1. The quantity of heat Q that changes the temperature ΔT of a mass m of a substance is given by Q = cmΔT, where c is the specific heat capacity of the substance. For example, for H2O, c = 1 cal/g°C. And for a change of phase, the quantity of heat Q that changes the phase of a mass m is Q = mL, where L is the heat of fusion or heat of vaporization of the substance. For example, for H2O, the heat of fusion is 80 cal/g (or 80 kcal/kg) and the heat of vaporization is 540 cal/g (or 540 kcal/kg). Use these relationships to determine the number of calories to change (a) 1 kg of 0°C ice to 0°C ice water, (b) 1 kg of 0°C ice water to 1 kg of 100°C boiling water, (c) 1 kg of 100°C boiling water to 1 kg of 100°C steam, and (d) 1 kg of 0°C ice to 1 kg of 100°C steam.
2. The specific heat capacity of ice is about 0.5 cal/CC. Supposing that it remains at that value all the way to absolute zero, calculate the number of calories it would take to change a 1-g ice cube at absolute zero (-273°C) to 1 g of boiling water. How does this number of calories compare with the number of calories required to change the same gram of 100°C boiling water to 100°C steam?
3. Find the mass of 0°C ice that 10 g of 100°C steam will completely melt.
4. Consider 50 g of hot water at 80°C poured into a cavity in a very large block of ice at 0°C. What will be the final temperature of the water in the cavity? Show that 50 g of ice must melt in order to cool the hot water down to this temperature.
5. A 50-g chunk of 80°C iron is dropped into a cavity in a very large block of ice at 0°C. Show that 5.5 g of ice will melt. (The specific heat capacity of iron is 0.11 cal/g°C.)

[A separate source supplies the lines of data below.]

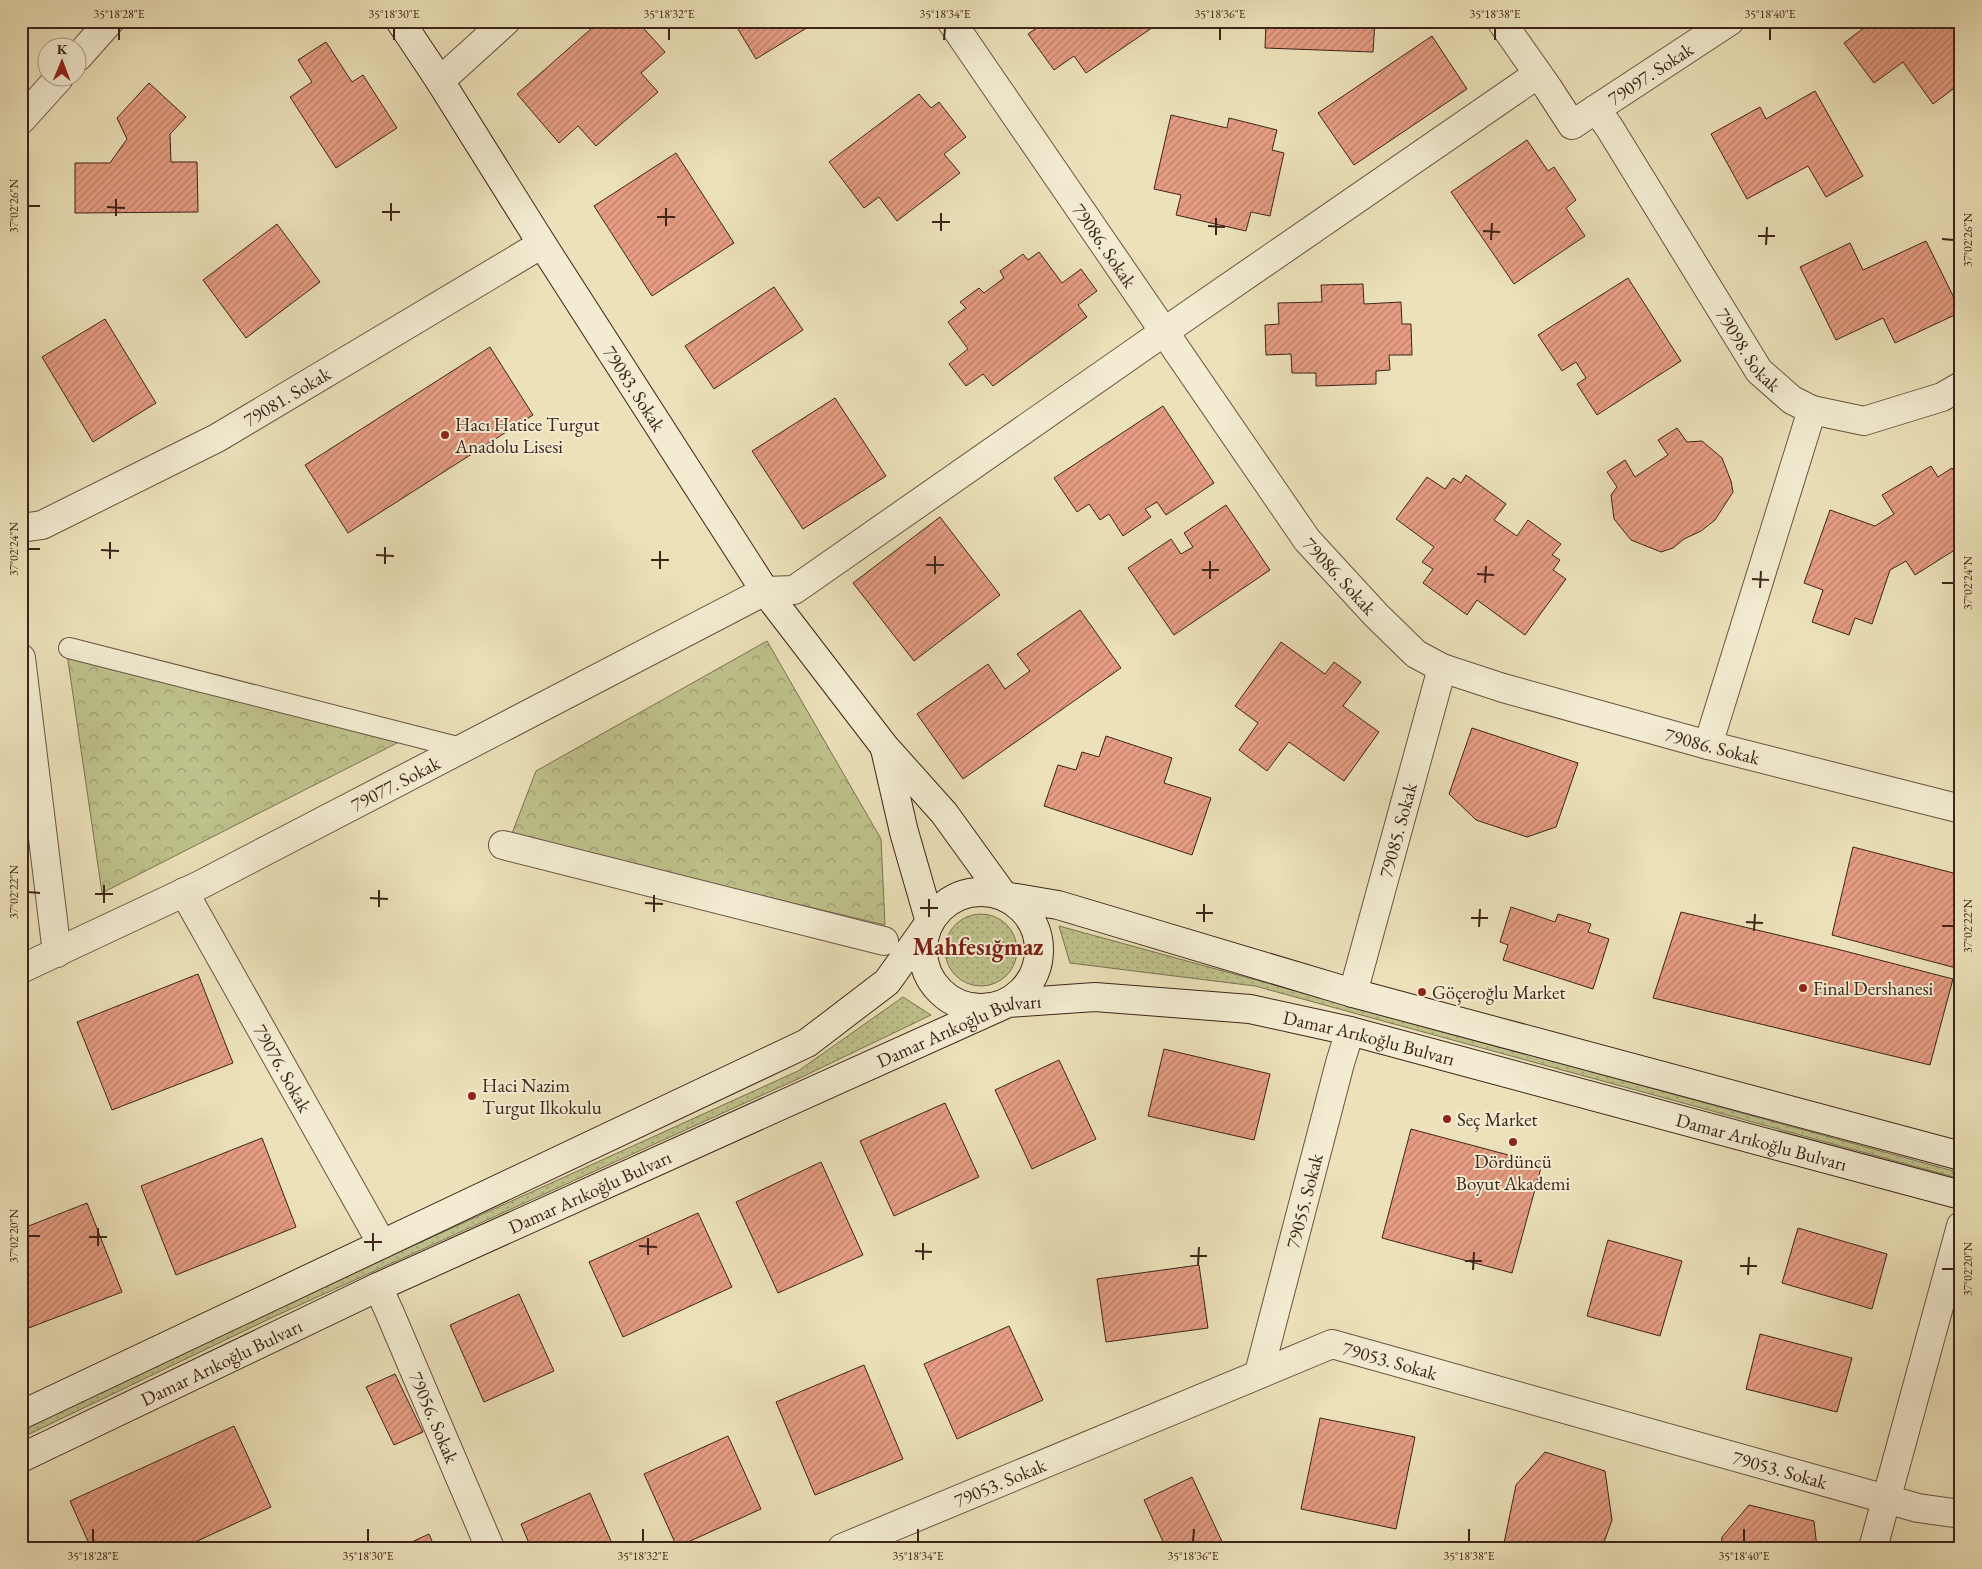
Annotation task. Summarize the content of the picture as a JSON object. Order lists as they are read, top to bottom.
{
  "streets": {
    "street": [
      "79097. Sokak",
      "79086. Sokak",
      "79098. Sokak",
      "79083. Sokak",
      "79081. Sokak",
      "79077. Sokak",
      "79085. Sokak",
      "Damar Arıkoğlu Bulvarı",
      "79076. Sokak",
      "79055. Sokak",
      "79053. Sokak",
      "79056. Sokak"
    ]
  },
  "crossings": [
    ["79097. Sokak", "79098. Sokak"],
    ["79086. Sokak", "79085. Sokak"],
    ["79083. Sokak", "79081. Sokak"],
    ["79083. Sokak", "79077. Sokak"],
    ["79083. Sokak", "Damar Arıkoğlu Bulvarı"],
    ["79077. Sokak", "79076. Sokak"],
    ["79085. Sokak", "Damar Arıkoğlu Bulvarı"],
    ["Damar Arıkoğlu Bulvarı", "79076. Sokak"],
    ["Damar Arıkoğlu Bulvarı", "79055. Sokak"],
    ["Damar Arıkoğlu Bulvarı", "79056. Sokak"],
    ["79055. Sokak", "79053. Sokak"]
  ],
  "districts": ["Mahfesığmaz"],
  "places": [
    "Hacı Hatice Turgut Anadolu Lisesi",
    "Final Dershanesi",
    "Göçeroğlu Market",
    "Haci Nazim Turgut Ilkokulu",
    "Seç Market",
    "Dördüncü Boyut Akademi"
  ],
  "north": "top",
  "coordinates": [
    "35°18'28\"E",
    "35°18'30\"E",
    "35°18'32\"E",
    "35°18'34\"E",
    "35°18'36\"E",
    "35°18'38\"E",
    "35°18'40\"E",
    "37°02'26\"N",
    "37°02'24\"N",
    "37°02'22\"N",
    "37°02'20\"N"
  ]
}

6. If you drop a piece of ice on a hard surface, the energy of impact will melt some of the ice. The higher it drops, the more ice will melt upon impact. Show that to completely melt a block of ice that falls without air drag, it should ideally be dropped from a height of 34 km. [Hint• Equate the joules of gravitational potential energy to the product of the mass of ice and its heat of fusion (in SI units, 335,000 J/kg). Do you see why the answer doesn't depend on mass?]
7. A 10-kg iron ball is dropped onto a pavement from a height of 100 m. If half of the heat generated goes into warming the ball, find the temperature increase of the ball. (In SI units, the specific heat capacity of iron is 450 J/kg°C.) 'Why is the answer the same for a ball of any mass?
8. The heat of vaporization of ethyl alcohol is about 200 cal/g. If 2 kg of this fluid were allowed to vaporize in a refrigerator, show that 5 kg of ice would be formed from 0°C water.